Weeds Saison 8 - Weeds : De subversive à anecdotique, le destin d'une série qui a duré trop longtemps

Les aventures de Nancy Botwin et de sa famille se poursuivirent en s’éloignant d’Agrestic. L’action fut déménagée à Ren Mar, une autre ville californienne qui était cette fois proche de la frontière mexicaine. Un des problèmes grandissants de la série était la manière avec laquelle Nancy, une femme blanche issue de la classe moyenne aisée, devait toujours faire face aux menaces et à la violence de ses concurrents afro-américains ou d’origine mexicaine. La saison 4 amplifia cela en plaçant Nancy dans une relation compliquée avec Esteban Reyes (Demián Bichir), maire de Tijuana et baron de la drogue.

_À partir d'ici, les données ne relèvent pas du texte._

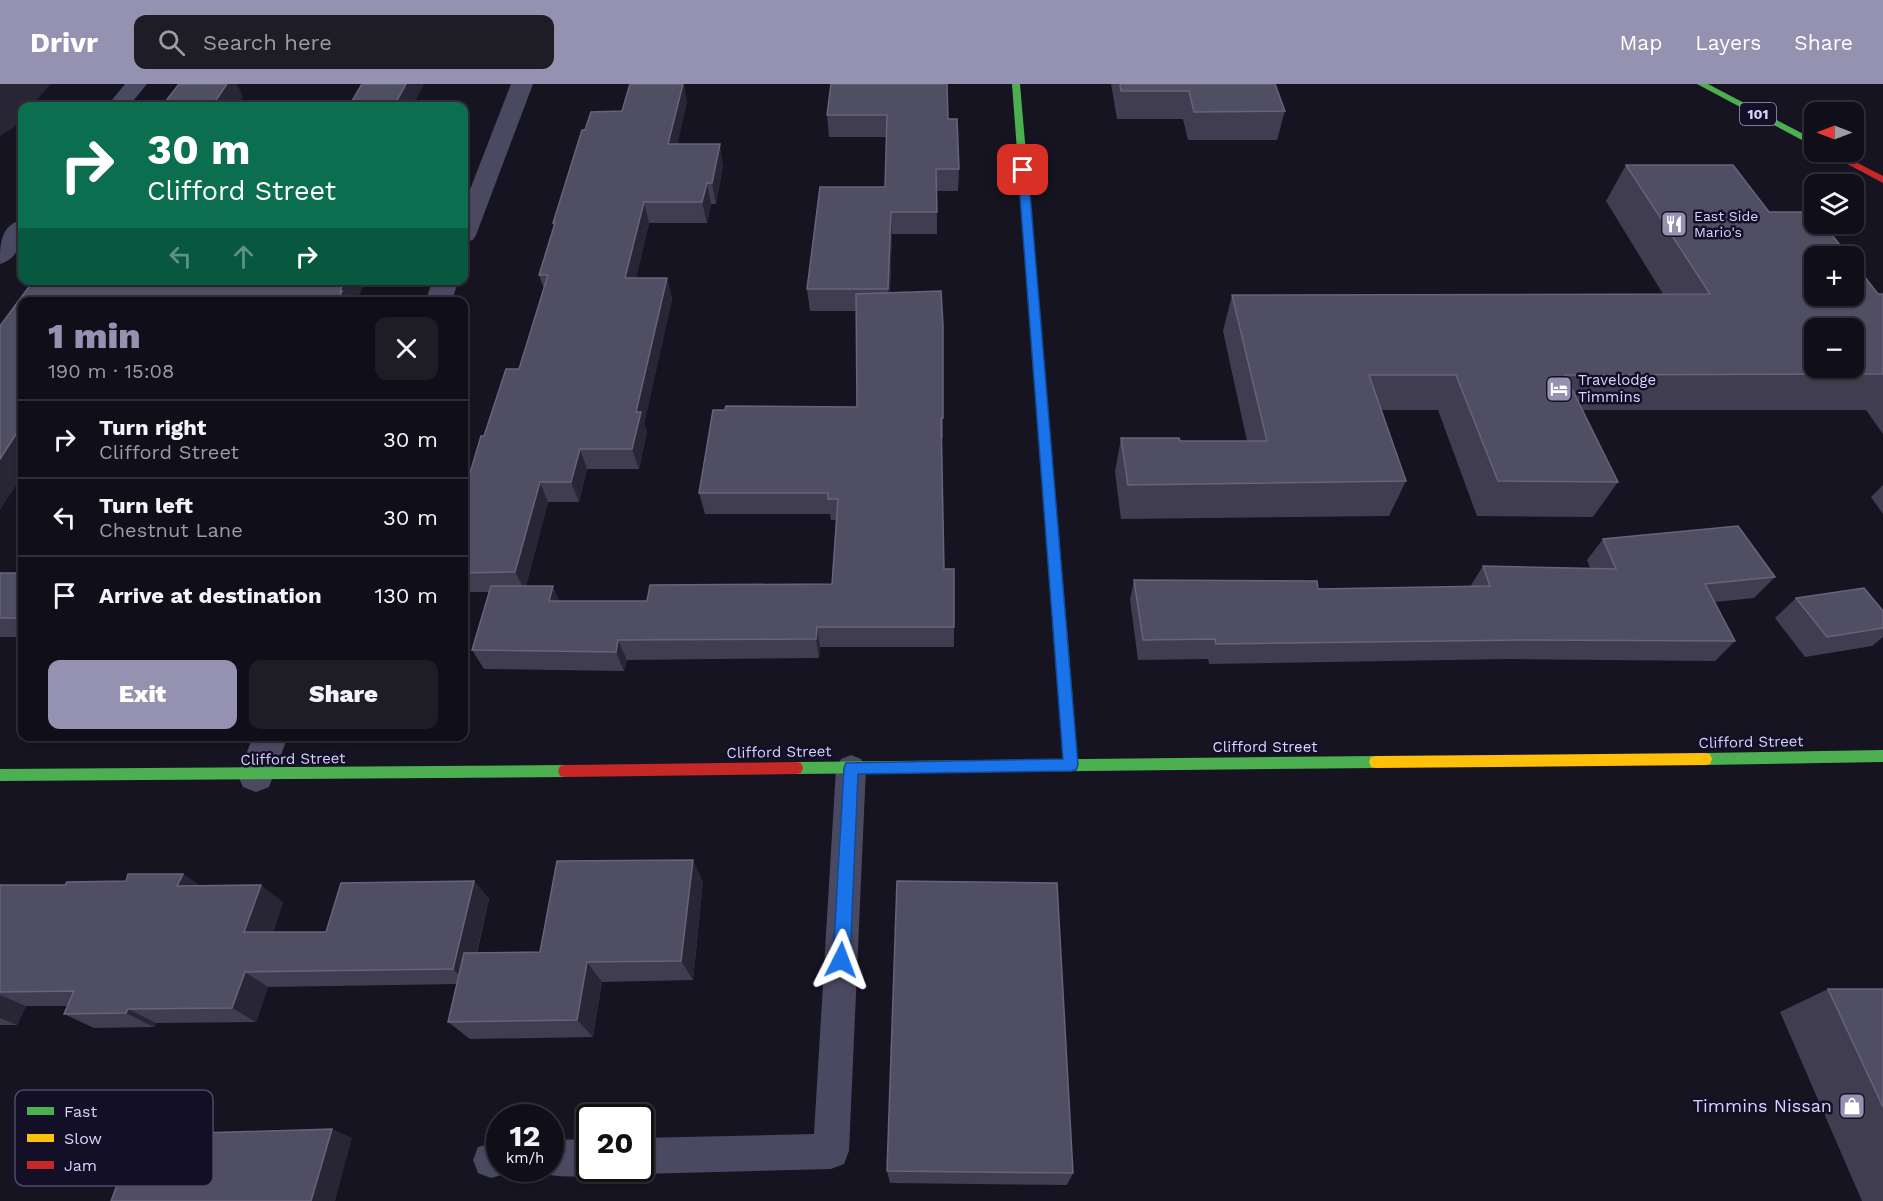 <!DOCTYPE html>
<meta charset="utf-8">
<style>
:root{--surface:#100f19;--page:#1e1d26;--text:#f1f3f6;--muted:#9c9ca2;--line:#302f38;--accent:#9591b1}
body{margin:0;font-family:"Work Sans",sans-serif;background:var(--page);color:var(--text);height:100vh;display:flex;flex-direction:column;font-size:22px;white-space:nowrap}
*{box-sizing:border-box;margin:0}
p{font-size:20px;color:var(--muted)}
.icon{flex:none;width:33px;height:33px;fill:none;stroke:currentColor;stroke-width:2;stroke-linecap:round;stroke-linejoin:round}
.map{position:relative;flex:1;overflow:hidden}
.drawer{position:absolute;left:18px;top:213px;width:450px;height:444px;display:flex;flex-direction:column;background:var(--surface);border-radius:12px;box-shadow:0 2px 4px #0004,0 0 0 2px var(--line)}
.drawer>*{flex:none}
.top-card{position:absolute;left:18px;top:18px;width:450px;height:183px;border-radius:12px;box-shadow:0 2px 4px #0004,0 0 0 2px var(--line);background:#0b6e4f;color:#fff;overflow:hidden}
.needle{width:39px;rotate:270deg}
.controls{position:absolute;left:1804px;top:18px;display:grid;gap:12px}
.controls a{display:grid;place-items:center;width:60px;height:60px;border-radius:12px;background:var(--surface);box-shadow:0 2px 4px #0004,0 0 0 2px var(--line);font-size:30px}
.speed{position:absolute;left:486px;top:1020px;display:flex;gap:12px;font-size:30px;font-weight:700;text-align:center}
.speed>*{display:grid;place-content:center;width:78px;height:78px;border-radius:50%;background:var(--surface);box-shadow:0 2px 4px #0004,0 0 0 2px var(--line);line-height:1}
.speed small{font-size:15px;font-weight:400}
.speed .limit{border:3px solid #111;border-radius:9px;background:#fff;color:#111}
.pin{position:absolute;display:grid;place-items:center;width:51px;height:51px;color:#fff;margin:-26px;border-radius:12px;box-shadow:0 3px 9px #0006}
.me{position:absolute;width:66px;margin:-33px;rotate:3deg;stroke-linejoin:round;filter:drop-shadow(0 0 4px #0008)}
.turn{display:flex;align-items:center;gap:21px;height:126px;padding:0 30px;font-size:27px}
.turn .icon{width:78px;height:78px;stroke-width:2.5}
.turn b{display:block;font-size:42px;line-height:51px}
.lanes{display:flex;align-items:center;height:57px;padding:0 30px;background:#0003;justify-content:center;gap:30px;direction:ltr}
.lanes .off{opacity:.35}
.round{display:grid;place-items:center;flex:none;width:63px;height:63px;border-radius:12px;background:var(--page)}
.headline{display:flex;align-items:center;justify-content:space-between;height:102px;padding:0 30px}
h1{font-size:36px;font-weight:800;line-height:45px;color:var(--accent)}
.primary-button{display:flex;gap:12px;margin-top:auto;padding:12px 30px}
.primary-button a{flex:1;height:69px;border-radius:12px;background:var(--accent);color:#fff;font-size:24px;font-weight:800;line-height:69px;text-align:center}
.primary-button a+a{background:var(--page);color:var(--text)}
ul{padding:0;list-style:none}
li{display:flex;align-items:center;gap:18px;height:78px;padding:0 30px;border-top:2px solid var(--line)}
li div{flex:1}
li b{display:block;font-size:22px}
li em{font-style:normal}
header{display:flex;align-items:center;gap:36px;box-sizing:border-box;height:84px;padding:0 30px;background:var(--accent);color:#fff}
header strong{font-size:28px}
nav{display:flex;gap:33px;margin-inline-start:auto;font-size:21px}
.search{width:420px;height:54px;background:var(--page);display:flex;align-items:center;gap:15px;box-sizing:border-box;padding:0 21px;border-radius:12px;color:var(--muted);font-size:22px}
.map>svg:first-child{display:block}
</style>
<header>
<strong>Drivr</strong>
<div class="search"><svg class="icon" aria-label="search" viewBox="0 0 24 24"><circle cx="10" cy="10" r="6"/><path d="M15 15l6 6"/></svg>Search here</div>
<nav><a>Map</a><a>Layers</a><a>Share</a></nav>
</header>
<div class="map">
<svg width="1883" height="1117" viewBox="0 0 1883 1117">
<rect width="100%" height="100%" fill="#161421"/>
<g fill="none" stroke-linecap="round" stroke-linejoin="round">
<path fill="#4a4962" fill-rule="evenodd" d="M851 671 861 675 866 684 849 1067 844 1080 831 1085 640 1090 627 1085 640 1084V1054L814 1050 836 684 841 675Z
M590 1055V1084L603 1086C583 1094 557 1095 537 1087L536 1084H550V1056Z
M500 1057V1084H514L513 1088 491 1094 478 1089 473 1076 478 1063Z"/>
<path fill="#4a4962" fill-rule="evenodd" d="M125 0H147L129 22H107Z
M511 0H533L476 151 473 156 464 158V121Z
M22 136C24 154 20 174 0 180 0 161 0 141 22 136Z
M433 196H459L451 218H425Z
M253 652H288L269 703 256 708 243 703 238 692Z"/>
<path fill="#4caf50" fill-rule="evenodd" d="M1012 0H1020L1067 546 1065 550H1055L1053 546Z
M1697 0H1708L1815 56V63Z
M1883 666V678L1705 681 1700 680 1698 675 1700 670 1705 669Z
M1376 672 1381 673 1383 678 1381 683 1376 684 796 690 791 689 789 684 791 679 796 678Z
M565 681 570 682 572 687 570 692 565 693 0 697V685Z"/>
<path fill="#ffc107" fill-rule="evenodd" d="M1060 541 1065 542 1067 546 1078 681 1076 686 1071 687 1066 686 1064 681 1053 546 1055 542Z
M1705 669 1710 670 1712 675 1710 680 1705 681 1376 684 1371 683 1369 678 1371 673 1376 672Z"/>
<path fill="#c62828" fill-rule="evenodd" d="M1825 68H1836L1883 92V99Z
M796 678 801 679 803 684 801 689 796 690 565 693 560 692 558 687 560 682 565 681Z"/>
</g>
<path fill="#403d50" d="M831 0 948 35 959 85 958 107H937V150H892L890 209 943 241V355H942L944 485 954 543V563H820L819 574 627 576 624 587 484 585 472 566 489 508H464V409L519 285 544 205 539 191 554 142 553 139 585 46 622 27 687 17 677 60 723 81 716 120H711L707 139H649L636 194H667L672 215 644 340 647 348 639 385H587L579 418H548L526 502 560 517H647L832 500 836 436H831L830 430H705L699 409 857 323 856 227H810L807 205 885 103 886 53H829L827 31Z
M1111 0H1275L1285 27 1277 56H1188L1183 35H1117Z
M1626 81 1769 128 1878 210H1883V350L1866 326H1582L1618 398 1593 433 1477 432 1438 326H1381L1406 397 1389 432 1121 435 1115 388 1121 354 1180 357H1247L1223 247 1232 211 1663 210 1606 117Z
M1883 401V430L1871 413Z
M1603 455 1775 493 1754 514 1715 518 1735 557 1715 577 1508 575 1209 580 1208 575 1138 576 1130 516 1134 496 1318 505 1470 503 1483 482 1590 484 1587 476Z
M22 487V553H0V489H22Z
M1796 514 1883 527V553L1872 562 1805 573 1775 534Z
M183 790 200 802 283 818 273 848H326L474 797 489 815 477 869 540 868 703 798 693 896 602 898 593 953 470 955 448 938 457 900 268 903 256 938 156 939 154 943 94 944 64 930 68 922H26L17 941H0V801H65L126 797Z
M1828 905H1883V1117H1862L1780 928Z
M887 1087 1073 1089 1067 1101 890 1099Z"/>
<path fill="#282635" d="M1 0H51L31 22H22V33L13 44 0 52V2Z
M227 0H237L243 13 237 22H212Z
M406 0H424L413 22H394Z
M683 0H684L687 17 673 81 668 60Z
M720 60 723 81 716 120 712 99Z
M707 99 711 120 707 139 702 118Z
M644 118 649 139 631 215 625 194Z
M891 128 892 150 889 227 888 205Z
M667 194 672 215 644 340 647 348 639 385 632 365 636 328Z
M345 196H366L356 218H337L340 207Z
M22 341V392L0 426V375Z
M580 365 587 385 579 418 571 398Z
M540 398 548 418 525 507 515 488Z
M553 502 562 522 549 517Z
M817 543 820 563 819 574 816 555Z
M618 556 627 576 624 587 616 568Z
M693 776 703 798 693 896 681 877Z
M183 790 207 807 177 802Z
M474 797 489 815 469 900 453 885Z
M261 801 283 818 267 864 244 848Z
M587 878 602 898 593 953 577 936Z
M245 888 268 903 256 938 232 924Z
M0 911 26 922 17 941 0 934Z
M128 925 156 939 154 943 126 929Z
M332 1045 352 1054 335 1117H311Z"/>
<path fill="#504e63" stroke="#66637b" stroke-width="1.5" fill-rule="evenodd" d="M179 0H227L212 22H162Z
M362 0H406L394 22H349Z
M630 0H683L668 60H720L712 99H707L702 118H644L625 194H667L636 328H641L632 365H580L571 398H540L515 488 464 489V409L481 352H484L506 285H519L548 191H539L555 139H553L582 46H585L591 28 622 27Z
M831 0H947L948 35H957L959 85H936L937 128H891L888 205H807L820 103H885L887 31H827Z
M1120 0H1275L1285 27 1194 28 1189 7H1121Z
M1626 81H1733L1769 128H1814L1815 129V140H1823L1849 172H1815V212H1854V179L1878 210H1883V290L1565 291 1618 398 1498 397 1456 291H1369L1406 397 1128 401 1121 354H1179L1180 357H1267L1232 211 1710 210ZM1815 244H1854V284H1815Z
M34 196H345L340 207H342L337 218H22V341L0 375V242Z
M941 207 943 241V334H941L944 485H954V543H817L816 555 618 556 616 568 472 566 491 502H553L549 517H647L650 501 832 500 838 415H828V409H699L713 326H725L726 322 857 323 856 210Z
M1738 442 1775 493 1705 500 1735 557 1523 556 1216 560 1215 555 1143 556 1134 496 1317 497 1318 505 1490 502 1483 482 1616 485 1603 455Z
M22 487V534H0V489H22Z
M1864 504 1883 527V544L1827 553 1796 514Z
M693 776 681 877 587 878 577 936 448 938 464 869 540 868 557 777Z
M128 790H183L177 802 261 801 244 848H326L341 799 474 797 453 885 245 888 232 924 128 925 126 929 64 930 74 907 0 908V801H65L67 798 126 797Z
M897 797 1057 799 1073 1089 887 1087Z
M1828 905H1883V1023Z
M332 1045 311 1117H111L136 1051Z"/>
<path fill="#1a73e8" stroke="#114b97" stroke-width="1.5" d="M1023 83 1028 86 1078 681 1076 686 1071 687 858 690 850 876 847 881 841 884 836 881 833 876 844 684 846 679 1063 675 1018 86Z"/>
<defs>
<symbol id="restaurant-square" viewBox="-11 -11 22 22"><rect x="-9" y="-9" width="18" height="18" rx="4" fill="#9591b1" stroke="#130f26"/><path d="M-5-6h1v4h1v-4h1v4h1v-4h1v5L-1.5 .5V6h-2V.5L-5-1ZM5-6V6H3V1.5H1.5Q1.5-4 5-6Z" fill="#fff"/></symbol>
<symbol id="hotel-square" viewBox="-11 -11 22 22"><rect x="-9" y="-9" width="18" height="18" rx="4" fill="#9591b1" stroke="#130f26"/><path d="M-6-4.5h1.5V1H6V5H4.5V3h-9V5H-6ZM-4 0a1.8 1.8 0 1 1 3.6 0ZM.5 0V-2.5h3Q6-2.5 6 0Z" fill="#fff"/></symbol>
<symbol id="shop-square" viewBox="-11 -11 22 22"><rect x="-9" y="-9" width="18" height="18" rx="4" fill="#9591b1" stroke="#130f26"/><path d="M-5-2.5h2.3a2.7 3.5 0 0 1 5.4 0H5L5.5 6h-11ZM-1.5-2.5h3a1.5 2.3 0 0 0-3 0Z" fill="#fff"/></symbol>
</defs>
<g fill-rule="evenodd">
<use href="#restaurant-square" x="1659" y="125" width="30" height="30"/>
<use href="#hotel-square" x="1544" y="290" width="30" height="30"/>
<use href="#shop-square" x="1837" y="1007" width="30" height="30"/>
</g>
<g text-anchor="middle" stroke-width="5" stroke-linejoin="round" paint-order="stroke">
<rect fill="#130f26" stroke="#9e99be" stroke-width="1.5" x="1740" y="19" width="36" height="22" rx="4.5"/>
<g font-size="14" font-weight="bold" fill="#d9d4ff">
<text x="1758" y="35">101</text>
</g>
<g font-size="14" fill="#d9d4ff" stroke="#130f26" text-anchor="start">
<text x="1694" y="137">East Side<tspan x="1694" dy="16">Mario's</tspan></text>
</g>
<g font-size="15" fill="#d9d4ff" stroke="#130f26" text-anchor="start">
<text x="1578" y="301">Travelodge<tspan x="1578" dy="17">Timmins</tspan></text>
</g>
<g font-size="15" fill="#d9d4ff" stroke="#130f26">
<text transform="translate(1751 658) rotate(-1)" y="5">Clifford Street</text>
<text x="1265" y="668">Clifford Street</text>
<text transform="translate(779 668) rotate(-1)" y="5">Clifford Street</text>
<text transform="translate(293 675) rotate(-1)" y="5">Clifford Street</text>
</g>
<g font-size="18" fill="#d9d4ff" stroke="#130f26" text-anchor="end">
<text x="1832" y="1028">Timmins Nissan</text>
</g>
</g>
<rect x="15" y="1006" width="198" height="96" rx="9" fill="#130f26" stroke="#4e4a67" stroke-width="1.5"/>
<rect x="27" y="1023" width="27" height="8" fill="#4caf50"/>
<rect x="27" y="1050" width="27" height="8" fill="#ffc107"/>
<rect x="27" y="1077" width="27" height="8" fill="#c62828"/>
<g font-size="16" fill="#d9d4ff">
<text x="64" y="1033">Fast</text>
<text x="64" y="1060">Slow</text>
<text x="64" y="1087">Jam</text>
</g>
</svg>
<div class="controls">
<a><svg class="needle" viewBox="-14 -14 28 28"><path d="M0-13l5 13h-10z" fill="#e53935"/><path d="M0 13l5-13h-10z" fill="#9c9ca2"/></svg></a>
<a><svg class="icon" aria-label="layers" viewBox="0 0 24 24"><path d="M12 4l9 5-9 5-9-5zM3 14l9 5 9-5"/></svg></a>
<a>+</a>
<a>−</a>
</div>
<div class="speed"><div>12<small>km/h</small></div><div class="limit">20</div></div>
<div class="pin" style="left:1023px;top:86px;background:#d93025"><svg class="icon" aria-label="arrive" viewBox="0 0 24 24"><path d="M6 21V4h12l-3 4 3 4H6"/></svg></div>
<svg class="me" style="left:841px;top:876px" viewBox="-20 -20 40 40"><path d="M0-17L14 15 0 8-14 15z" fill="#1a73e8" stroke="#fff" stroke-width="4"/></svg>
<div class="top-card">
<div class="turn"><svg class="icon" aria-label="right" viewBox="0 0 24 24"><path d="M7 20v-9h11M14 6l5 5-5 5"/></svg><div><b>30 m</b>Clifford Street</div></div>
<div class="lanes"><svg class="icon off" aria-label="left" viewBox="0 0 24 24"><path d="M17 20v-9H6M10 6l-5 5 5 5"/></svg><svg class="icon off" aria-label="ahead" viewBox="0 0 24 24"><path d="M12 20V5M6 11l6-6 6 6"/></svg><svg class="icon" aria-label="right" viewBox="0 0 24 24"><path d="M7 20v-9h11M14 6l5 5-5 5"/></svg></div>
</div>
<section class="drawer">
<div class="headline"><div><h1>1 min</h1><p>190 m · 15:08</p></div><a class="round"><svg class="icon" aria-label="close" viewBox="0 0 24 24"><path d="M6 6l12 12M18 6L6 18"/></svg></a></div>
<ul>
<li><svg class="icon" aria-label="right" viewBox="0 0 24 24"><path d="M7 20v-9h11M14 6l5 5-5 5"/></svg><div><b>Turn right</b><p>Clifford Street</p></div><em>30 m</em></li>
<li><svg class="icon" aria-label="left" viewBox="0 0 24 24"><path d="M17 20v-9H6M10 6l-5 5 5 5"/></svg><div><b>Turn left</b><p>Chestnut Lane</p></div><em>30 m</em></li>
<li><svg class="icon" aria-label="arrive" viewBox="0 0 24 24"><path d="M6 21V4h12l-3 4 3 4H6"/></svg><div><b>Arrive at destination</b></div><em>130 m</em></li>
</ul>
<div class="primary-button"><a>Exit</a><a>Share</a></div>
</section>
</div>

Ce sortir de tout cela demanda quelques saisons. Weeds ne paraissait pourtant pas se diriger vers une fin, continuant à avancer sans destination. La qualité des saisons était assez irrégulière et le niveau des deux premières paraissait impossible à retrouver, mais la saison 6 fut tout de même marquée par une sorte de renaissance créative. Nancy et ses proches acceptèrent de confronter leurs erreurs alors que la satire de société américaine fit son retour. La série reconnecta avec ce qu’elle était et aborda les défaillances de ses personnages. Malheureusement, ce n’est pas sur cette note positive que le show s’est conclu. Il a en effet continué deux saisons de plus.

Il est souvent reproché aux séries Showtime qu’elles durent trop longtemps, perdant trop rapidement ce qui les rendait si spéciales au point de départ. Weeds est en partie responsable de cette critique. Au commencement, elle injectait quelque chose d’original dans le paysage télévisuel américain, quelque chose qui s’est perdu dans un trop-plein de twists toujours plus improbables et de développements problématiques des personnages, ainsi que dans un manque d’idées assez évident. Pire, son humour cinglant s’est progressivement dilué pour devenir insipide au point que, quand arrive la fin, on pouvait aisément avoir complètement oublié à quel point la série pouvait honnêtement faire rire à ses débuts.

On peut dire que Weeds s’est non seulement terminée trop tardivement, elle s’est aussi achevée dans une indifférence qui diminue bien trop fortement l’importance qu’elle avait à son lancement. Dans son approche et sa tonalité, la série influença bon nombre de comédies du câble. Elle proposa également une anti-héroïne en plein cœur d’une ère dominée par les hommes. Si elle s’était arrêtée assez tôt, elle aurait certainement gagné une meilleure reconnaissance. Ce ne fut donc pas le cas, ce qui est regrettable.